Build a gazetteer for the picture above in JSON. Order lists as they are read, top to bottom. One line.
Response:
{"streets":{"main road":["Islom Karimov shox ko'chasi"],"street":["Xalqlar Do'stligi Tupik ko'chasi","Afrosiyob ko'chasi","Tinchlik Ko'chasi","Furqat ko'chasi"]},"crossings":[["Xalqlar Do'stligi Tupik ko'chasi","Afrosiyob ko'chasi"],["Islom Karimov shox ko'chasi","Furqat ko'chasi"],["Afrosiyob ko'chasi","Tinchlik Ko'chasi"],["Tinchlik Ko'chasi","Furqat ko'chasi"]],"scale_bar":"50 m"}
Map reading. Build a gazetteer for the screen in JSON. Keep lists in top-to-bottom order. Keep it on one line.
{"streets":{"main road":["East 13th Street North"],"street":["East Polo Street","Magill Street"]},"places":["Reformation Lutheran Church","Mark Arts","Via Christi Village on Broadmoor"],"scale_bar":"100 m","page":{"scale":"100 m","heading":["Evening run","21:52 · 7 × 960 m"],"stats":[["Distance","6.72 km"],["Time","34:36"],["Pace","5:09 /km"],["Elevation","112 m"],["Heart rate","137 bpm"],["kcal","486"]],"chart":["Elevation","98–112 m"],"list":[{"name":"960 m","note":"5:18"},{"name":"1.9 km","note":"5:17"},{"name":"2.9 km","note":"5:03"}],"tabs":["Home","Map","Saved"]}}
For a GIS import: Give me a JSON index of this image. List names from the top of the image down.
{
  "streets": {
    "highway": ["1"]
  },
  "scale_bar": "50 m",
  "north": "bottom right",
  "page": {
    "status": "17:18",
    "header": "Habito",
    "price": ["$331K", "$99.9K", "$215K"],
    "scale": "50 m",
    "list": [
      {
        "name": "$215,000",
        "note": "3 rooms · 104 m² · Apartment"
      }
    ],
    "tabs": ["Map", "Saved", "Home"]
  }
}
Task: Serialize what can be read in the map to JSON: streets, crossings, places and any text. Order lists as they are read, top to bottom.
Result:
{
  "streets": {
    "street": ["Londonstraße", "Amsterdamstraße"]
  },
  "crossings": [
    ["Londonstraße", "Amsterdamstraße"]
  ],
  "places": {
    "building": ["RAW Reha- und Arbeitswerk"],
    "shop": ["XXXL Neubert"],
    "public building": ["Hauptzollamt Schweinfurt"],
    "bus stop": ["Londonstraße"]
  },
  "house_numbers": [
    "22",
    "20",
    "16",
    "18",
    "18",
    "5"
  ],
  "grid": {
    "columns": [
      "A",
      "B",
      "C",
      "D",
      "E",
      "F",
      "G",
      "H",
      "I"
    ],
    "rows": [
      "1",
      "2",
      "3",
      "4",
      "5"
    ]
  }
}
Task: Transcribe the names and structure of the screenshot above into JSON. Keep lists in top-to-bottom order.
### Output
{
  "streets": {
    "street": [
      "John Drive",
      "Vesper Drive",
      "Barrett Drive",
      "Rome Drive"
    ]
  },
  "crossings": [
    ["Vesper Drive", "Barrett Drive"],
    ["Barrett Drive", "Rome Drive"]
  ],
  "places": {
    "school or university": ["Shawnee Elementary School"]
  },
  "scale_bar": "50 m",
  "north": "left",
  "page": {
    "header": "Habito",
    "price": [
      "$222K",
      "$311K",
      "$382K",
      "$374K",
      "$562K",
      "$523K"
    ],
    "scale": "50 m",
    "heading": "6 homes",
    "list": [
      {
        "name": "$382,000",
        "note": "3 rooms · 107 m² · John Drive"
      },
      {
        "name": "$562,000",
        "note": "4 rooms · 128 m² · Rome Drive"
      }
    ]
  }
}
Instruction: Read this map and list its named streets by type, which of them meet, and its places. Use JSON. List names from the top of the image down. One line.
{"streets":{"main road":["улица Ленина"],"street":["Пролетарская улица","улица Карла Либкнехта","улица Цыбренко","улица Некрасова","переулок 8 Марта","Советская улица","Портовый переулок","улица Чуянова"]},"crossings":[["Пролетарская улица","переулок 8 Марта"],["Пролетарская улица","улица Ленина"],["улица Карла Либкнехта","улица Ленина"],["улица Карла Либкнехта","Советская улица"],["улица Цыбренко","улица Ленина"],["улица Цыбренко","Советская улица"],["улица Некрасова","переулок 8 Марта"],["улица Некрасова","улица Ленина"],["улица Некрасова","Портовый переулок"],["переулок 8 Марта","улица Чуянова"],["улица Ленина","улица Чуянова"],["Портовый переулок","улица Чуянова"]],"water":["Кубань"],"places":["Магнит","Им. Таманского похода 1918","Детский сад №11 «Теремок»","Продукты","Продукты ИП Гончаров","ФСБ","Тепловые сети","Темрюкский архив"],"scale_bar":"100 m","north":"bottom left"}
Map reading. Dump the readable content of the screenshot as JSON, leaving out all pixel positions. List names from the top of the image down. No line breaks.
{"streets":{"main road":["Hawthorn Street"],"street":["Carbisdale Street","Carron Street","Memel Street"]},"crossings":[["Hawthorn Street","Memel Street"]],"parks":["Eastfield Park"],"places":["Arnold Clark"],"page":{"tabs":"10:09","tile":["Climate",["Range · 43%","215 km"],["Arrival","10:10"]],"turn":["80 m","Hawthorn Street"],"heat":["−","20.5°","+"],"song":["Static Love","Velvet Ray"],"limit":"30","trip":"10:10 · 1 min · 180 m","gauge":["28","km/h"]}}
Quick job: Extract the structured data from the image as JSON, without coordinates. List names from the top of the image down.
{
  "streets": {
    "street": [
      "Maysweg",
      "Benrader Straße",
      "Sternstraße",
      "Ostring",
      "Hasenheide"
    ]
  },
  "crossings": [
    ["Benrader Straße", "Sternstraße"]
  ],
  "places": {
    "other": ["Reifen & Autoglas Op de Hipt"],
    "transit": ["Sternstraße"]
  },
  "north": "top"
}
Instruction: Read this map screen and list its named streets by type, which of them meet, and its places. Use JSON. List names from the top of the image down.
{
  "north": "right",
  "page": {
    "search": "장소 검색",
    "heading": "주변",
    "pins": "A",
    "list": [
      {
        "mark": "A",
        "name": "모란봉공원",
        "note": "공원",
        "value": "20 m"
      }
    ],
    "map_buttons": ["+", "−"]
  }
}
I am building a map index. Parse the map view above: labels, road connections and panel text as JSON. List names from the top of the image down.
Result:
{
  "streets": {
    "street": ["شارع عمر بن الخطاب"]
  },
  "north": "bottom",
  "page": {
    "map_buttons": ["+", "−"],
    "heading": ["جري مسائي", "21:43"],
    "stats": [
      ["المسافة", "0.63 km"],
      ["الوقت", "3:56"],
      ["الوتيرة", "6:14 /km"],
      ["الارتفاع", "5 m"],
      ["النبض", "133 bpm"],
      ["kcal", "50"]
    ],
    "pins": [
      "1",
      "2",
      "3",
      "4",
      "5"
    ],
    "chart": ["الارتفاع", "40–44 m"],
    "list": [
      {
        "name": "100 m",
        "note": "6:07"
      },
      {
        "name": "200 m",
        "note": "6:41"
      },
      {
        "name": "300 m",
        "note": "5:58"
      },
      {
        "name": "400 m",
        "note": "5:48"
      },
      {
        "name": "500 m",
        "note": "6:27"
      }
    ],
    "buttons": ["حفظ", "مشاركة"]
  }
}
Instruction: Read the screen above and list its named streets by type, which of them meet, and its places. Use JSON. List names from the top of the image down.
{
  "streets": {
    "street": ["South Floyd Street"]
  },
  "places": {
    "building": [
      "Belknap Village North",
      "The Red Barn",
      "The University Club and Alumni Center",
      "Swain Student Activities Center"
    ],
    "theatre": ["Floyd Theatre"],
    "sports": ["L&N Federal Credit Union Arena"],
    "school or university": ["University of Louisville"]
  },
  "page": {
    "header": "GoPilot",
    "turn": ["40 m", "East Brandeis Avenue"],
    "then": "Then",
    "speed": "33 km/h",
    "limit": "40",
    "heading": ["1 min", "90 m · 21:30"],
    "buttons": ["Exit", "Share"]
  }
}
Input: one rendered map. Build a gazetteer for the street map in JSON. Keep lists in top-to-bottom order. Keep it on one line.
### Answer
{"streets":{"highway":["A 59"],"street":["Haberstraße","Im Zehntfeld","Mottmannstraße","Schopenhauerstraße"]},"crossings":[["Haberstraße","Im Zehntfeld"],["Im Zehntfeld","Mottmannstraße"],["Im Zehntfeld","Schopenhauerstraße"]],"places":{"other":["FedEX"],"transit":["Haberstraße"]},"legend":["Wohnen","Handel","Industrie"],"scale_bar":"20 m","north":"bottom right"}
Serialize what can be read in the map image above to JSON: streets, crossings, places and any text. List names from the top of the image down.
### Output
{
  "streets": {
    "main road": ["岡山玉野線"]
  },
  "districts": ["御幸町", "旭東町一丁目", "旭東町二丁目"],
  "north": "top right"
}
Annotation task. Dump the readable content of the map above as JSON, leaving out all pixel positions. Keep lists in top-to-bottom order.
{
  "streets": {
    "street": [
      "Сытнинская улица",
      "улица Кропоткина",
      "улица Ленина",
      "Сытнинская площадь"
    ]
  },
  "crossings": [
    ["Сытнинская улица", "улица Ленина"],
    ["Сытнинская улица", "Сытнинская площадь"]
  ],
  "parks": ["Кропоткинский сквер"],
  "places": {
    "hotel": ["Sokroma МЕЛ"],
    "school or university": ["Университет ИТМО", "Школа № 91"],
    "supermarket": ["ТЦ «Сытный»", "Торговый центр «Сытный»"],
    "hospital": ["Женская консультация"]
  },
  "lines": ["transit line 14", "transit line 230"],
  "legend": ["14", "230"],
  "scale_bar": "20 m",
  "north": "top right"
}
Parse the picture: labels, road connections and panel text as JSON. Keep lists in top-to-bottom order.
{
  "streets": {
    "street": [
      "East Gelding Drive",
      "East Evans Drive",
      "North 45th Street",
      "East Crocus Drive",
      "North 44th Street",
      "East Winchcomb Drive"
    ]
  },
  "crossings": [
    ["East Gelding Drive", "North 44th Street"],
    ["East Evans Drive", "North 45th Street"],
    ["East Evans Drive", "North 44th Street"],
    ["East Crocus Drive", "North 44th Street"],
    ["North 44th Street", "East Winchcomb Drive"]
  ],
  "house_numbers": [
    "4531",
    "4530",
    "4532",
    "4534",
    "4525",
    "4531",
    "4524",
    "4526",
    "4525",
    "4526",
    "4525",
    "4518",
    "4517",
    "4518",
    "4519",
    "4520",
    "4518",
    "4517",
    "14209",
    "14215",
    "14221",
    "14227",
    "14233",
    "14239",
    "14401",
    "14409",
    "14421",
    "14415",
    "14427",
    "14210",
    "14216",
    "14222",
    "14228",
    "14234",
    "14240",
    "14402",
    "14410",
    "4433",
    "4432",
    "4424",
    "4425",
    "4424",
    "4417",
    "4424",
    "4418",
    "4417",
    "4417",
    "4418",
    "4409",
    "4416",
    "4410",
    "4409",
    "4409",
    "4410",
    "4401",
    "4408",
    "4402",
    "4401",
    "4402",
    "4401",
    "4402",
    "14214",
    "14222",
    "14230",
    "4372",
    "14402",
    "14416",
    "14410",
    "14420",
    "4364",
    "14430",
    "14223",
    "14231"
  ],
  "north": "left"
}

####################

• _THE TASK_: Return every line of the preceding records in which the word "they" appears.

• _WORKED SOLUTION_:
Build a gazetteer for the picture above in JSON. Order lists as they are read, top to bottom. One line.
Task: Serialize what can be read in the map to JSON: streets, crossings, places and any text. Order lists as they are read, top to bottom.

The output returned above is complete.